[Saved entries]
= = = =

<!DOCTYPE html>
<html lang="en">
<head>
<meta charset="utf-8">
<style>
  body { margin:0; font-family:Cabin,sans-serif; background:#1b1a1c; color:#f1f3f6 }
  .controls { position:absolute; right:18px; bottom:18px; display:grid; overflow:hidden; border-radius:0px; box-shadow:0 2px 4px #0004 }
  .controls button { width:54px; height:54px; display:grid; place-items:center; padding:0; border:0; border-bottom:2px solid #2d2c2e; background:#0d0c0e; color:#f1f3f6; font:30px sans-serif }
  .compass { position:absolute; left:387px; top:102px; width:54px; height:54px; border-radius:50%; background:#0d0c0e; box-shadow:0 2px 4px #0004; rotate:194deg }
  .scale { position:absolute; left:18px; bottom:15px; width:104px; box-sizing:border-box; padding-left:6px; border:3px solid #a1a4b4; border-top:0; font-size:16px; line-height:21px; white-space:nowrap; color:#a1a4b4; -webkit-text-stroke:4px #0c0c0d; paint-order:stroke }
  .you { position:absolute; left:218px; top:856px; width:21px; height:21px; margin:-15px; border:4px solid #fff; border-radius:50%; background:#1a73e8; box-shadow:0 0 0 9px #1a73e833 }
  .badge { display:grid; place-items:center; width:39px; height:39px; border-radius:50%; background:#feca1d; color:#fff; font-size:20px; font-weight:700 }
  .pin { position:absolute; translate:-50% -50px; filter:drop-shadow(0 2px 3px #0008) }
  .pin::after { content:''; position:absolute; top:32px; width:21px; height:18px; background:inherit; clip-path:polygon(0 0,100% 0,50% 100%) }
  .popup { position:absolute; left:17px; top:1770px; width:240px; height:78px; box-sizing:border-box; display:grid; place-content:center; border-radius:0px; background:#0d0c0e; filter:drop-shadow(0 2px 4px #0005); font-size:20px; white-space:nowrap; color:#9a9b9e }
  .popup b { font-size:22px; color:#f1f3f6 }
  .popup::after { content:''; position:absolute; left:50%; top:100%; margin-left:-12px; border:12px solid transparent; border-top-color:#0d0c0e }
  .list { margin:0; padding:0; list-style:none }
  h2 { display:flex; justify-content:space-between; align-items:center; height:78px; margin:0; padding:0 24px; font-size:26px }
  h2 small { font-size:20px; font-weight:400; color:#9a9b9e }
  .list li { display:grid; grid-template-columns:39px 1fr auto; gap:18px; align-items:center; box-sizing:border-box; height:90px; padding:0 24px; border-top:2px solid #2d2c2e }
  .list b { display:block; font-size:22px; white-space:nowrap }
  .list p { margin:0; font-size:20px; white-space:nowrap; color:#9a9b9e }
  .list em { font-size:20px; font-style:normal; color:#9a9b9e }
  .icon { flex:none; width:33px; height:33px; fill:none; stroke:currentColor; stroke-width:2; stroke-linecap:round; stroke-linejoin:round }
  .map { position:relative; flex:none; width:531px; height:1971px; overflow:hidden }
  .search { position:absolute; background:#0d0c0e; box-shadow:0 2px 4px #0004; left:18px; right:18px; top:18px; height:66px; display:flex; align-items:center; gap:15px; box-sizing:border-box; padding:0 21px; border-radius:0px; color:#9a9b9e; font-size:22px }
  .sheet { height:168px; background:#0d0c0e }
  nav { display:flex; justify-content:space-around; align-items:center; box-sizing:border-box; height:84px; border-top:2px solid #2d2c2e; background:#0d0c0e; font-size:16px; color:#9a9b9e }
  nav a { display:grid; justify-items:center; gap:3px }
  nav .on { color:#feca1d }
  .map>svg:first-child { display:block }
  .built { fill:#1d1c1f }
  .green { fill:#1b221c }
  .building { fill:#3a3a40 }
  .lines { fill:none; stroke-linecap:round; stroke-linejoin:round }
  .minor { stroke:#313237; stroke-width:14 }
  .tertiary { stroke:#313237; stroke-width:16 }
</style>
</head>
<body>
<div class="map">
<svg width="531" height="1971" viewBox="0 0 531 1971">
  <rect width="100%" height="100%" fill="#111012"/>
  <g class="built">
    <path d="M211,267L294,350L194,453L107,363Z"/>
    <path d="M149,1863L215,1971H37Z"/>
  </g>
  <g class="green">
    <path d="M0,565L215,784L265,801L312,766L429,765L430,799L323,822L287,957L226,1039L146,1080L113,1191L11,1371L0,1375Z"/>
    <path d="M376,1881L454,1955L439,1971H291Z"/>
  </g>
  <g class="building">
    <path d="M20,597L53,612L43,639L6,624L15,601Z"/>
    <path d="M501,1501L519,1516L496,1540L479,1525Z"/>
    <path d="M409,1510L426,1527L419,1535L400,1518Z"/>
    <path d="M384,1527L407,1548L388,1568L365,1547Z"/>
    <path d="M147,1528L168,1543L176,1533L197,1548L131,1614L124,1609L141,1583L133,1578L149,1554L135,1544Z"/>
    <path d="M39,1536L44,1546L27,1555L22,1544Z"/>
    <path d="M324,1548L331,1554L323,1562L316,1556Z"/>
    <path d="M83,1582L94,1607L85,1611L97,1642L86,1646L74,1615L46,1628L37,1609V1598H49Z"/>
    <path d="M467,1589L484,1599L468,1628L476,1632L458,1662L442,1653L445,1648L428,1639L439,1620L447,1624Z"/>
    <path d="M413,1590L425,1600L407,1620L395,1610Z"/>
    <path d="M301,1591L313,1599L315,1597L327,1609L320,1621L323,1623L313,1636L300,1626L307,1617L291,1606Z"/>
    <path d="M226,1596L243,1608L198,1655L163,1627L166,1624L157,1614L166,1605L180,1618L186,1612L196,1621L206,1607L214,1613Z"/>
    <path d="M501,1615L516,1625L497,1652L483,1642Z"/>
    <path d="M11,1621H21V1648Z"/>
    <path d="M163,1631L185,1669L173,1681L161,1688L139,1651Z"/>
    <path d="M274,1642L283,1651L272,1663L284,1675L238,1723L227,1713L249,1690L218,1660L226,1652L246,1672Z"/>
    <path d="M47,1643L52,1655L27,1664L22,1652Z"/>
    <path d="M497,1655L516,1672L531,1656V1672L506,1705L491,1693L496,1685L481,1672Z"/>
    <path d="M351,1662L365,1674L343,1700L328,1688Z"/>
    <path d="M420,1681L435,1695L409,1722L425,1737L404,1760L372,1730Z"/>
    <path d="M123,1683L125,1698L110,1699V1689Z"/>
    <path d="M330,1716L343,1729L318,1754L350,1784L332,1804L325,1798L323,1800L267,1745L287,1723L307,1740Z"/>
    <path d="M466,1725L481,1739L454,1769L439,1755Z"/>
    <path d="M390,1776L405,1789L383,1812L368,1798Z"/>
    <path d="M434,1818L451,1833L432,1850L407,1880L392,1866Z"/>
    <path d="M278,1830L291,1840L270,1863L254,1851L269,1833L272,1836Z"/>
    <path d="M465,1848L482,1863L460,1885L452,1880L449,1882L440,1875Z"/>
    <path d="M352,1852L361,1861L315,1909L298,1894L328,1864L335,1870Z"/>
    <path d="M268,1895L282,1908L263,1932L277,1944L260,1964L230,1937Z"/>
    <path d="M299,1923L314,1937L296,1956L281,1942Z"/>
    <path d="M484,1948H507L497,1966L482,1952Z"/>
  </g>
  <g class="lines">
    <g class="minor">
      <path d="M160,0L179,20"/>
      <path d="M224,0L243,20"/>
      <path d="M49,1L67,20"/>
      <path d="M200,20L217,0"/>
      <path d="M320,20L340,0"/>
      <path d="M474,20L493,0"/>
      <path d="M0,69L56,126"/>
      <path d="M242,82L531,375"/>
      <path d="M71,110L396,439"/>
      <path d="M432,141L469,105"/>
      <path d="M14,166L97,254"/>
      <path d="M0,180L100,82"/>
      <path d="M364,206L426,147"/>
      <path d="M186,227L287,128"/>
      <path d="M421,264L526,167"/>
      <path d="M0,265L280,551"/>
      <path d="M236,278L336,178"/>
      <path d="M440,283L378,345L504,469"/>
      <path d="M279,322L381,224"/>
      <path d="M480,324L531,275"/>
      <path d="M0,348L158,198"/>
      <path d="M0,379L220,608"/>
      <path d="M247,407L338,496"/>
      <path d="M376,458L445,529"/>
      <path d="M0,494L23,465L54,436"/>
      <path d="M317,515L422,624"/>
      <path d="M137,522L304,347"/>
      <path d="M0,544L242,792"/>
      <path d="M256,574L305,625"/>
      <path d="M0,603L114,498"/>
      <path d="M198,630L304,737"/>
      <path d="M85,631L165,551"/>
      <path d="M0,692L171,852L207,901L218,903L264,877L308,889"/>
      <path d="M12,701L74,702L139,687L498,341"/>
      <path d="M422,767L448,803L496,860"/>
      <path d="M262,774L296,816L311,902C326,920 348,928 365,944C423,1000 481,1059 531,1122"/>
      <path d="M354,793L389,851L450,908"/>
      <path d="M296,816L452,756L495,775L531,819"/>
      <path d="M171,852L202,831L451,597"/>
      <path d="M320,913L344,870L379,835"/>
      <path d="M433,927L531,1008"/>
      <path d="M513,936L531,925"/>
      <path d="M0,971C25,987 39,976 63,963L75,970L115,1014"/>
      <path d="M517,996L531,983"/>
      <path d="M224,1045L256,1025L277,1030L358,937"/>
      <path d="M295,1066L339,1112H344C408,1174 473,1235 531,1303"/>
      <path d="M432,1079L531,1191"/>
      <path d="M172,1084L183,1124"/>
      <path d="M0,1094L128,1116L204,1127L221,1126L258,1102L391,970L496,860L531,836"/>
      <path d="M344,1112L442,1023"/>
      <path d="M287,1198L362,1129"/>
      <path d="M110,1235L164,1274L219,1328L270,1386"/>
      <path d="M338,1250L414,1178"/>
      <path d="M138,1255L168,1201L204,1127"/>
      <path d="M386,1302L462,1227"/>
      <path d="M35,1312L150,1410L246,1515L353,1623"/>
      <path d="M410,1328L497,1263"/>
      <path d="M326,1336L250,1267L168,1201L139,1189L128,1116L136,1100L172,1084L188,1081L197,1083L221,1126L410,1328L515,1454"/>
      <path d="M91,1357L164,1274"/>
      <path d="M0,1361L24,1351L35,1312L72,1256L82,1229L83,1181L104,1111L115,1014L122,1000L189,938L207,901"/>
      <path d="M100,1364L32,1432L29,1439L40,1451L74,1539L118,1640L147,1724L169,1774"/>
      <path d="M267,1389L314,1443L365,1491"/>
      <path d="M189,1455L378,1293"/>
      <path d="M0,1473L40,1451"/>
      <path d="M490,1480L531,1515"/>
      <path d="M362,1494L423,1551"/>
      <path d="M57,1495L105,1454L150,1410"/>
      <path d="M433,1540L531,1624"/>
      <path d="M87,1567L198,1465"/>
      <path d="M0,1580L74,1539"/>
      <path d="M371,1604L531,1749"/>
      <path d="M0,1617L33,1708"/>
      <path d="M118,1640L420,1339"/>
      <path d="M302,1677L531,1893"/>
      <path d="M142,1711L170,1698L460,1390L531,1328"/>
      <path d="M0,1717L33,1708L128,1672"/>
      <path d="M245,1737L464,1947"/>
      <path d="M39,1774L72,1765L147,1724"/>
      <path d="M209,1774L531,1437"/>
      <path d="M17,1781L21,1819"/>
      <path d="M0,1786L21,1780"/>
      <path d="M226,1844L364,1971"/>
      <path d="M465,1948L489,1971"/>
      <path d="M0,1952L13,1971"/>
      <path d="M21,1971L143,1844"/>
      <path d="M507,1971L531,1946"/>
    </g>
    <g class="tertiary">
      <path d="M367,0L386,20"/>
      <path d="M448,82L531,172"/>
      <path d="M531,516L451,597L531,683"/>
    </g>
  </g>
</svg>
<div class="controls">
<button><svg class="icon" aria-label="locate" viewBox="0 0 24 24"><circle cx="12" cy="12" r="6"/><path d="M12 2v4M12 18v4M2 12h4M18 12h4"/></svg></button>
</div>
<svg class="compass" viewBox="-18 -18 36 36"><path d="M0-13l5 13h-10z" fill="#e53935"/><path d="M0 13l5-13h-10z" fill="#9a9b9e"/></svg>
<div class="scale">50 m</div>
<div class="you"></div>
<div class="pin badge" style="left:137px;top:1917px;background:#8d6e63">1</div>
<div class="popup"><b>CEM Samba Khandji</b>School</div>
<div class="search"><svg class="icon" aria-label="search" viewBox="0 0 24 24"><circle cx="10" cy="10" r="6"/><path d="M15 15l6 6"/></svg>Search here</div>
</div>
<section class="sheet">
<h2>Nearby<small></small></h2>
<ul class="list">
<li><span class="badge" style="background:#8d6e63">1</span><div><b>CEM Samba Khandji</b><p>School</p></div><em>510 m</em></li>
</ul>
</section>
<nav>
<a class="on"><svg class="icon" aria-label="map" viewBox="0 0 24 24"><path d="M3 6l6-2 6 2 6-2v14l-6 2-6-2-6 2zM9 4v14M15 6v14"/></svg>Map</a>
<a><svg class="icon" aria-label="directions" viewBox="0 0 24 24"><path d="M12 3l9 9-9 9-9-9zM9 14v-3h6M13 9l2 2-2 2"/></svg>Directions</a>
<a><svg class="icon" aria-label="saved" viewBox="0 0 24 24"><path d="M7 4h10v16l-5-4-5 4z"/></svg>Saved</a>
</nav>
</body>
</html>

= = = =

What the task asks
Having output the line that contains "position:absolute; left:387px; top:102px;", stop. Every line before it, back to the first line of the data, must be reproduced exactly.

The answer
<!DOCTYPE html>
<html lang="en">
<head>
<meta charset="utf-8">
<style>
  body { margin:0; font-family:Cabin,sans-serif; background:#1b1a1c; color:#f1f3f6 }
  .controls { position:absolute; right:18px; bottom:18px; display:grid; overflow:hidden; border-radius:0px; box-shadow:0 2px 4px #0004 }
  .controls button { width:54px; height:54px; display:grid; place-items:center; padding:0; border:0; border-bottom:2px solid #2d2c2e; background:#0d0c0e; color:#f1f3f6; font:30px sans-serif }
  .compass { position:absolute; left:387px; top:102px; width:54px; height:54px; border-radius:50%; background:#0d0c0e; box-shadow:0 2px 4px #0004; rotate:194deg }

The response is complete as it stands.